Every line with the string "Juan" in it belongs in your answer, so copy them all from the data.

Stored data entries
::::::::::

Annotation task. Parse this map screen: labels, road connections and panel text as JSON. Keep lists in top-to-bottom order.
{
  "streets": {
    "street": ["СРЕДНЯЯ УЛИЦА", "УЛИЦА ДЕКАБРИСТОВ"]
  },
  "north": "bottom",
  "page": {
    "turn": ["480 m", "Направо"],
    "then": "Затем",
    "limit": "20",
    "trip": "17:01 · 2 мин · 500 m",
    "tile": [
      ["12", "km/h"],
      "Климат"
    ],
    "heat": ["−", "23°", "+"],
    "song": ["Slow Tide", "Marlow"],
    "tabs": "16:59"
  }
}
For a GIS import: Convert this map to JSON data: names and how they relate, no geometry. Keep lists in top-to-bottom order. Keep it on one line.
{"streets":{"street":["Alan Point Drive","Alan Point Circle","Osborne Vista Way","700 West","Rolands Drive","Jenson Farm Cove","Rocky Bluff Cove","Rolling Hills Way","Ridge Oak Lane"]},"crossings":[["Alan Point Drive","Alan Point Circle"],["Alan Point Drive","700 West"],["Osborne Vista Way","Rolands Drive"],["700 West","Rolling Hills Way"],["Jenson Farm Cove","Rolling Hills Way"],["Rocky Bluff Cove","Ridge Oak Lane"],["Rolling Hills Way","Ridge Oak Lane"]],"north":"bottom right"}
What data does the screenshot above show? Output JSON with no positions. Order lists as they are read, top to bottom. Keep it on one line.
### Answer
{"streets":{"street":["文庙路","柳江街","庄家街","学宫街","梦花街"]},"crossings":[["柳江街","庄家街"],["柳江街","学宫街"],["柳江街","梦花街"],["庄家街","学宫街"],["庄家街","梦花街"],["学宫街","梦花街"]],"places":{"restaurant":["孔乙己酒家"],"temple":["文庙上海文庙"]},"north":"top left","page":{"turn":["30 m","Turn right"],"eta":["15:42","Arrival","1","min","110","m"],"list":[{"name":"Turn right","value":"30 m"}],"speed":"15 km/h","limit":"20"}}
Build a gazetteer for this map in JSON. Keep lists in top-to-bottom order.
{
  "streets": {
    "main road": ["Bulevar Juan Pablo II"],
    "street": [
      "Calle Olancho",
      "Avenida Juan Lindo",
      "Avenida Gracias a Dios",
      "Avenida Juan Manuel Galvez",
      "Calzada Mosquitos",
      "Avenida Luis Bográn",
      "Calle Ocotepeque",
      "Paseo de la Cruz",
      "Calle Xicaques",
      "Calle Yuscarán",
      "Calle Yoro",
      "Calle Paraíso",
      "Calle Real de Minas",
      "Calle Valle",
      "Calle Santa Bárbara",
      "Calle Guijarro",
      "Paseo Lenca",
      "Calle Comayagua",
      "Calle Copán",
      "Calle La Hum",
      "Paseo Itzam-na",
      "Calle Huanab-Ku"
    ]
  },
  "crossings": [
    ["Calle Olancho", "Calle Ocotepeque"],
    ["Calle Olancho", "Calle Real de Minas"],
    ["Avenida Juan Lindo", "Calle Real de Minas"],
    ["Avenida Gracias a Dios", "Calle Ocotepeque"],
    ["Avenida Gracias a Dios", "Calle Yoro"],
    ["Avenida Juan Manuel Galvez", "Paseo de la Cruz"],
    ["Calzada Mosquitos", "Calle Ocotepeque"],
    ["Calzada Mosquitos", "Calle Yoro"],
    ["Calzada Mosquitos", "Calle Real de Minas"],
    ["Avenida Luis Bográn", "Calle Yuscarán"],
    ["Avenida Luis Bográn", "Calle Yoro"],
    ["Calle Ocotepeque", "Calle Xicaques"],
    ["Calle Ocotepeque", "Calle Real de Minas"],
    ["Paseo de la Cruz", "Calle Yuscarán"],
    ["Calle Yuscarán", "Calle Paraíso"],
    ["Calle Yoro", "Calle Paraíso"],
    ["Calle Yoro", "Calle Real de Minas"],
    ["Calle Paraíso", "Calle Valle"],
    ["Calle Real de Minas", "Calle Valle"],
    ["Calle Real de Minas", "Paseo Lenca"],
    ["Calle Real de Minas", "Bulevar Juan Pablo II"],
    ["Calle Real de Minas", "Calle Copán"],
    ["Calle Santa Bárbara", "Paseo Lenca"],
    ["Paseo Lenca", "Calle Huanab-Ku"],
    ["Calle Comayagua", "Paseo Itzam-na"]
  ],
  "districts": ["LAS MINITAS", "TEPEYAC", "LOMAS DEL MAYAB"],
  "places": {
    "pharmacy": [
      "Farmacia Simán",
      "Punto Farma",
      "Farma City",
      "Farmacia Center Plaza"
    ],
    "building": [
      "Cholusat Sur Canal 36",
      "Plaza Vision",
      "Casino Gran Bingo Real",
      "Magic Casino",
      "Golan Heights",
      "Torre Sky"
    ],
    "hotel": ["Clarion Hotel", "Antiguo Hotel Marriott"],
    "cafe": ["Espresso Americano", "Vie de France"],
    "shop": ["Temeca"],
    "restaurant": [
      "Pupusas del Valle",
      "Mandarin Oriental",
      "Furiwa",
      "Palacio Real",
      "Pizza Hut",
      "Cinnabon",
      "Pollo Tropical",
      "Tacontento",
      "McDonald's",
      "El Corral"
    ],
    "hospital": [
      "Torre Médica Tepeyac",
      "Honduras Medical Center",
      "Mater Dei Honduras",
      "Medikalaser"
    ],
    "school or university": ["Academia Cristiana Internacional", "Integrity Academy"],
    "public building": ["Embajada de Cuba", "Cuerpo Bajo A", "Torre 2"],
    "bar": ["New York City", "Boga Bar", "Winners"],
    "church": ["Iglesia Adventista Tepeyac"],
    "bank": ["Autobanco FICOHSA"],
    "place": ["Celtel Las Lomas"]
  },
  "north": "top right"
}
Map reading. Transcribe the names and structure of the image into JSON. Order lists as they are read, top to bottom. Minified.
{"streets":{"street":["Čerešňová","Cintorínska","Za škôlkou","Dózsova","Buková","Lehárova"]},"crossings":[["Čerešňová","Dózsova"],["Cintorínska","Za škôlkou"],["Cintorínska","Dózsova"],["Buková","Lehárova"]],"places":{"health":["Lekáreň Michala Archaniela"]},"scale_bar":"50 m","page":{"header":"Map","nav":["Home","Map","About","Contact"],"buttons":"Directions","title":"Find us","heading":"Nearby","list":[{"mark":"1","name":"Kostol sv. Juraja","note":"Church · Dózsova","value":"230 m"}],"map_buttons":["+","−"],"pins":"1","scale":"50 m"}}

::::::::::

→ EXPECTED OUTPUT
    "main road": ["Bulevar Juan Pablo II"],
      "Avenida Juan Lindo",
      "Avenida Juan Manuel Galvez",
    ["Avenida Juan Lindo", "Calle Real de Minas"],
    ["Avenida Juan Manuel Galvez", "Paseo de la Cruz"],
    ["Calle Real de Minas", "Bulevar Juan Pablo II"],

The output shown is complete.